▶ **Problem**
What lines below include the string "button"? Pick them out and copy them.

====== Material for the task ======

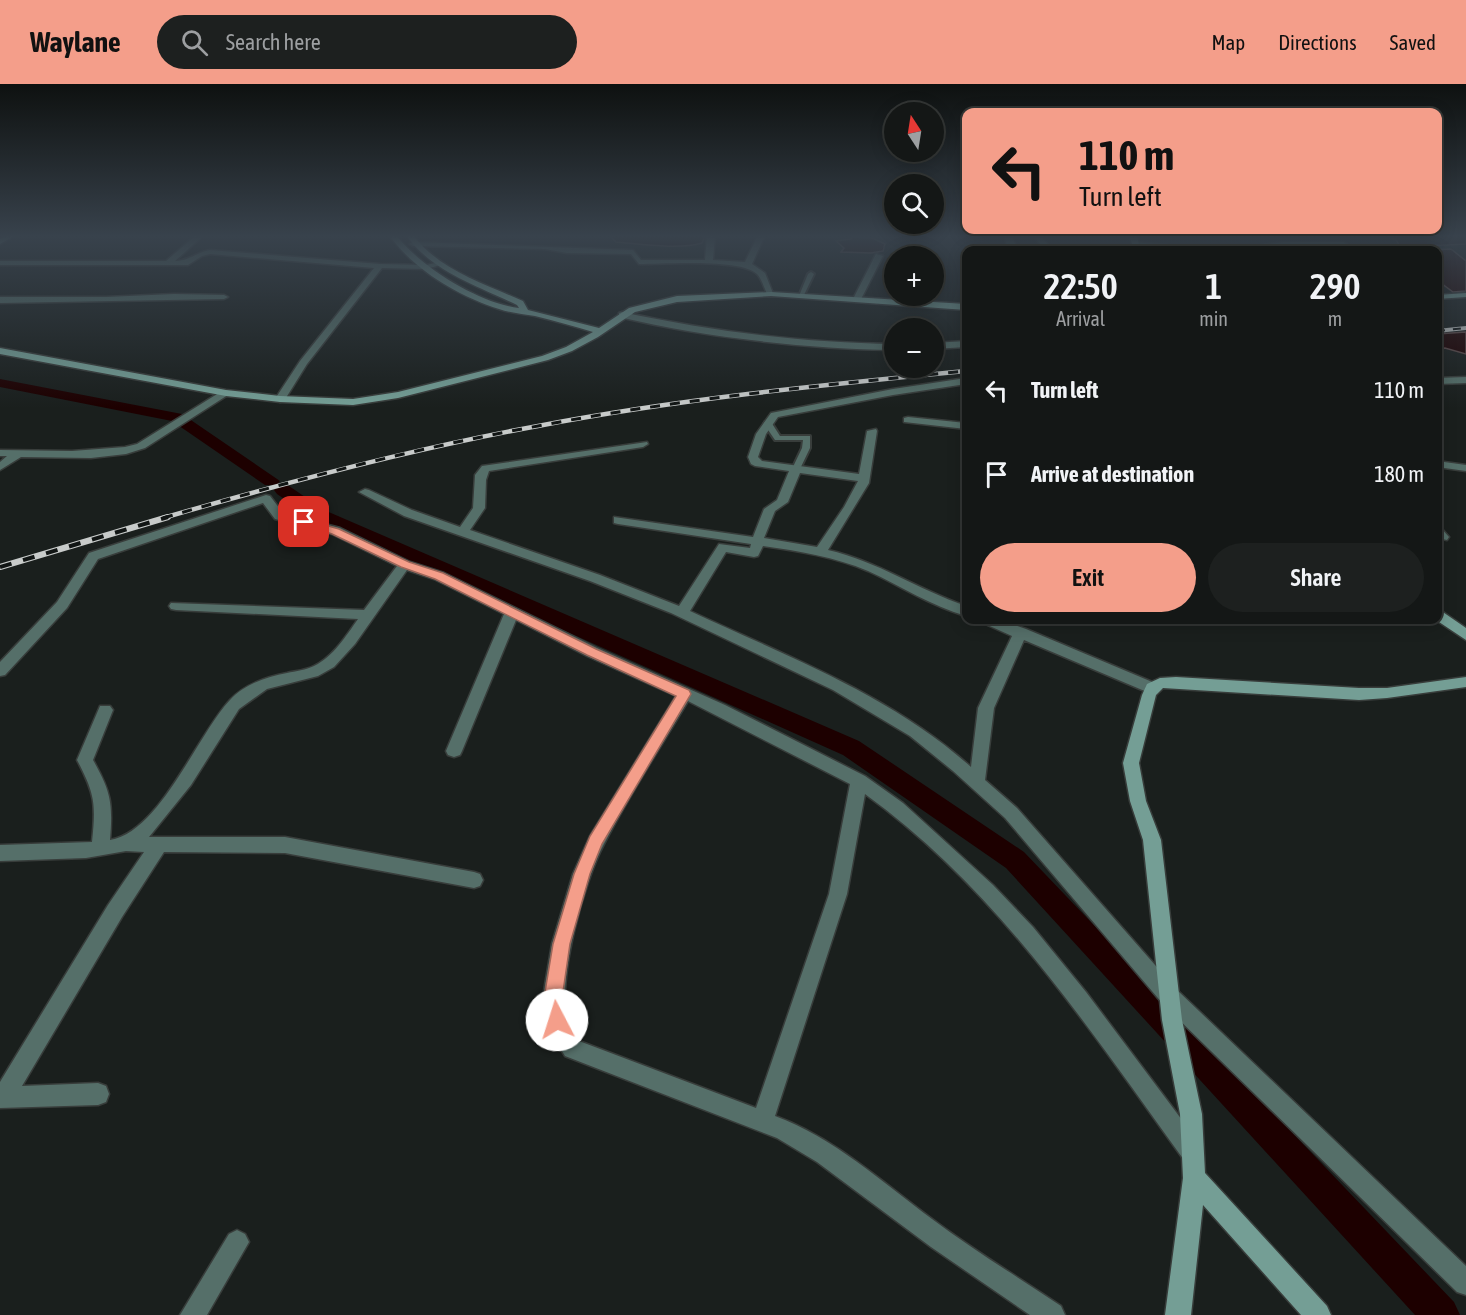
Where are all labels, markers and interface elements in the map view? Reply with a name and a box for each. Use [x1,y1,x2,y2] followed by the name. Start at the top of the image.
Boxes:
[157,15,577,69] search box
[30,26,121,58] text: Waylane
[178,26,211,59] icon: search
[226,29,321,55] text: Search here
[1211,30,1245,54] text: Map
[1278,30,1357,54] text: Directions
[1390,30,1436,54] text: Saved
[884,102,944,162] north arrow
[884,102,944,378] map controls
[1079,131,1174,179] text: 110 m
[980,132,1058,210] icon: left
[884,174,944,234] button: search
[1079,181,1162,212] text: Turn left
[884,246,944,306] button: +
[1044,265,1118,307] text: 22:50
[1205,265,1222,307] text: 1
[1310,265,1360,307] text: 290
[1056,307,1105,330] text: Arrival
[1199,307,1228,330] text: min
[1328,307,1342,330] text: m
[884,318,944,378] button: −
[980,374,1013,407] icon: left
[1031,377,1098,403] text: Turn left
[1374,377,1424,403] text: 110 m
[980,458,1013,491] icon: arrive
[1031,461,1194,487] text: Arrive at destination
[1374,461,1424,487] text: 180 m
[278,496,329,547] pin
[287,505,320,538] icon: arrive
[980,543,1196,612] button: Exit
[1208,543,1424,612] button: Share
[525,988,589,1052] position arrow

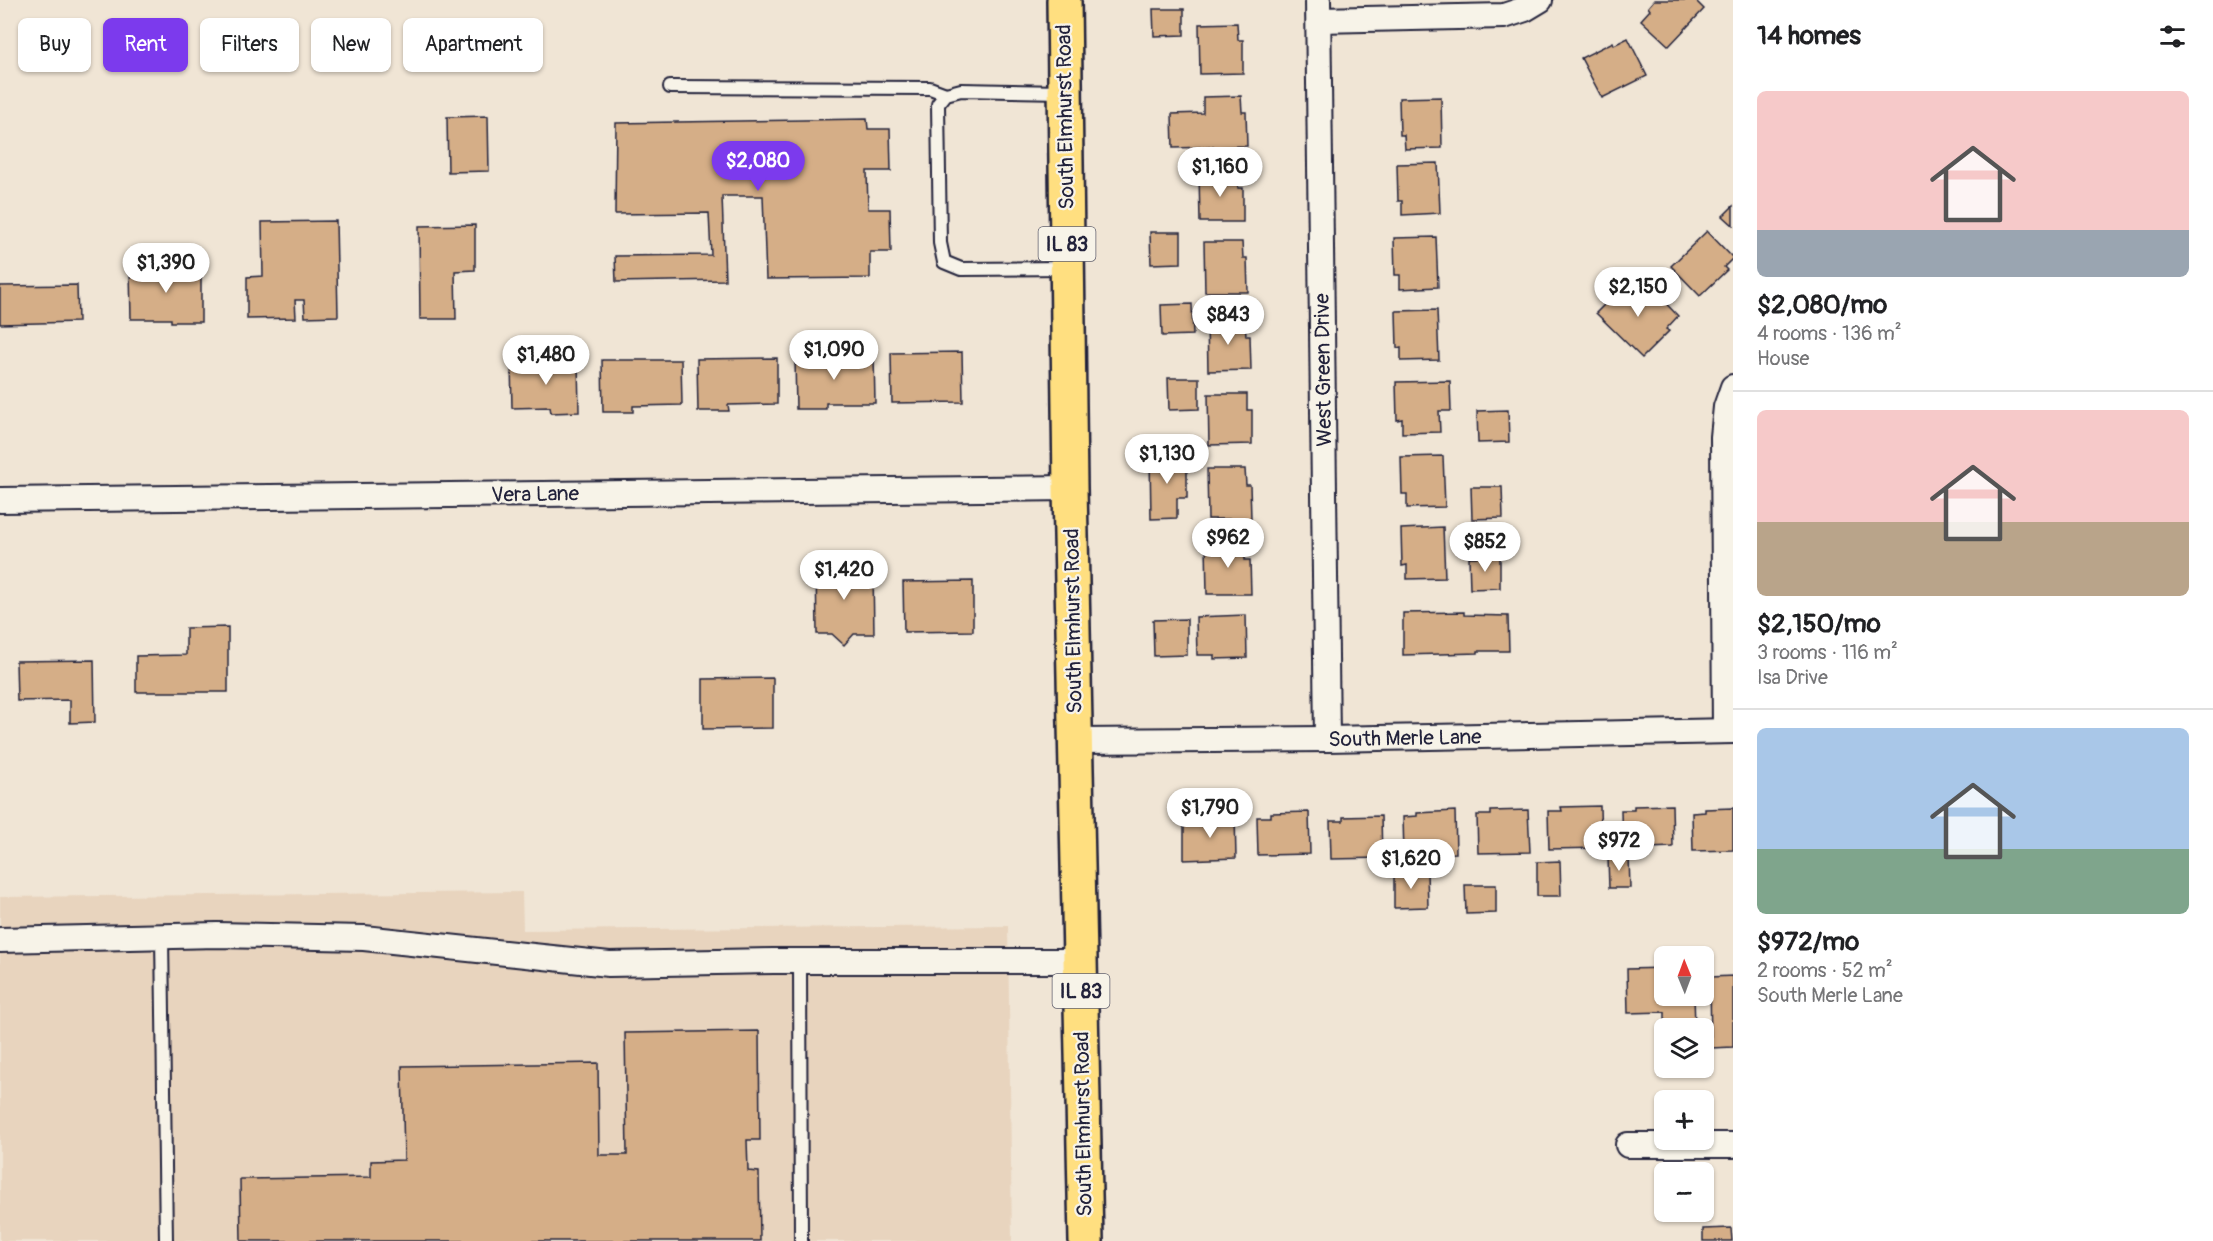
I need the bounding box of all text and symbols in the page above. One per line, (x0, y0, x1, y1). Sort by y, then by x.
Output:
chip: Buy (18, 18, 91, 72)
chip: Rent (103, 18, 188, 72)
chip: Filters (200, 18, 299, 72)
chip: New (311, 18, 391, 72)
chip: Apartment (403, 18, 543, 72)
text: 14 homes (1757, 20, 1861, 52)
icon: filters (2156, 20, 2189, 53)
street label: South Elmhurst Road (1050, 24, 1081, 210)
icon: home (1919, 130, 2027, 238)
pin: $2,080 (709, 141, 807, 192)
pin: $1,160 (1171, 147, 1269, 198)
text: $2,080 (726, 148, 790, 173)
text: $1,160 (1192, 154, 1248, 179)
road number: IL 83 (1038, 227, 1096, 261)
pin: $1,390 (117, 243, 215, 294)
text: $1,390 (137, 250, 195, 275)
pin: $2,150 (1589, 267, 1687, 318)
text: $2,150 (1608, 274, 1668, 299)
text: $2,080/mo (1757, 289, 1887, 321)
street label: West Green Drive (1309, 292, 1338, 447)
pin: $843 (1192, 295, 1264, 346)
text: $843 (1206, 302, 1250, 327)
text: 4 rooms · 136 m² (1757, 321, 1902, 346)
pin: $1,090 (785, 330, 883, 381)
pin: $1,480 (497, 335, 595, 386)
text: $1,090 (803, 337, 865, 362)
text: $1,480 (516, 342, 576, 367)
text: House (1757, 346, 1809, 371)
pin: $1,130 (1118, 434, 1216, 485)
text: $1,130 (1139, 441, 1195, 466)
icon: home (1919, 449, 2027, 557)
street label: Vera Lane (491, 480, 580, 509)
pin: $962 (1192, 518, 1264, 569)
pin: $852 (1449, 522, 1521, 573)
text: $962 (1206, 525, 1250, 550)
street label: South Elmhurst Road (1058, 528, 1089, 714)
text: $852 (1464, 529, 1506, 554)
pin: $1,420 (795, 550, 893, 601)
text: $1,420 (814, 557, 874, 582)
text: $2,150/mo (1757, 608, 1881, 640)
text: 3 rooms · 116 m² (1757, 640, 1898, 665)
text: Isa Drive (1757, 665, 1828, 690)
street label: South Merle Lane (1328, 724, 1482, 753)
icon: home (1919, 767, 2027, 875)
pin: $1,790 (1161, 788, 1259, 839)
text: $1,790 (1181, 795, 1239, 820)
pin: $972 (1583, 821, 1655, 872)
text: $972 (1598, 828, 1640, 853)
pin: $1,620 (1362, 839, 1460, 890)
text: $1,620 (1381, 846, 1441, 871)
text: $972/mo (1757, 926, 1859, 958)
north arrow (1654, 946, 1714, 1006)
map controls (1654, 946, 1714, 1222)
text: 2 rooms · 52 m² (1757, 958, 1893, 983)
road number: IL 83 (1052, 974, 1110, 1008)
text: South Merle Lane (1757, 983, 1903, 1008)
button: layers (1654, 1018, 1714, 1078)
street label: South Elmhurst Road (1068, 1031, 1099, 1217)
button: + (1654, 1090, 1714, 1150)
button: − (1654, 1162, 1714, 1222)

======

▶ **Answer section**
[884,174,944,234] button: search
[884,246,944,306] button: +
[884,318,944,378] button: −
[980,543,1196,612] button: Exit
[1208,543,1424,612] button: Share
button: layers (1654, 1018, 1714, 1078)
button: + (1654, 1090, 1714, 1150)
button: − (1654, 1162, 1714, 1222)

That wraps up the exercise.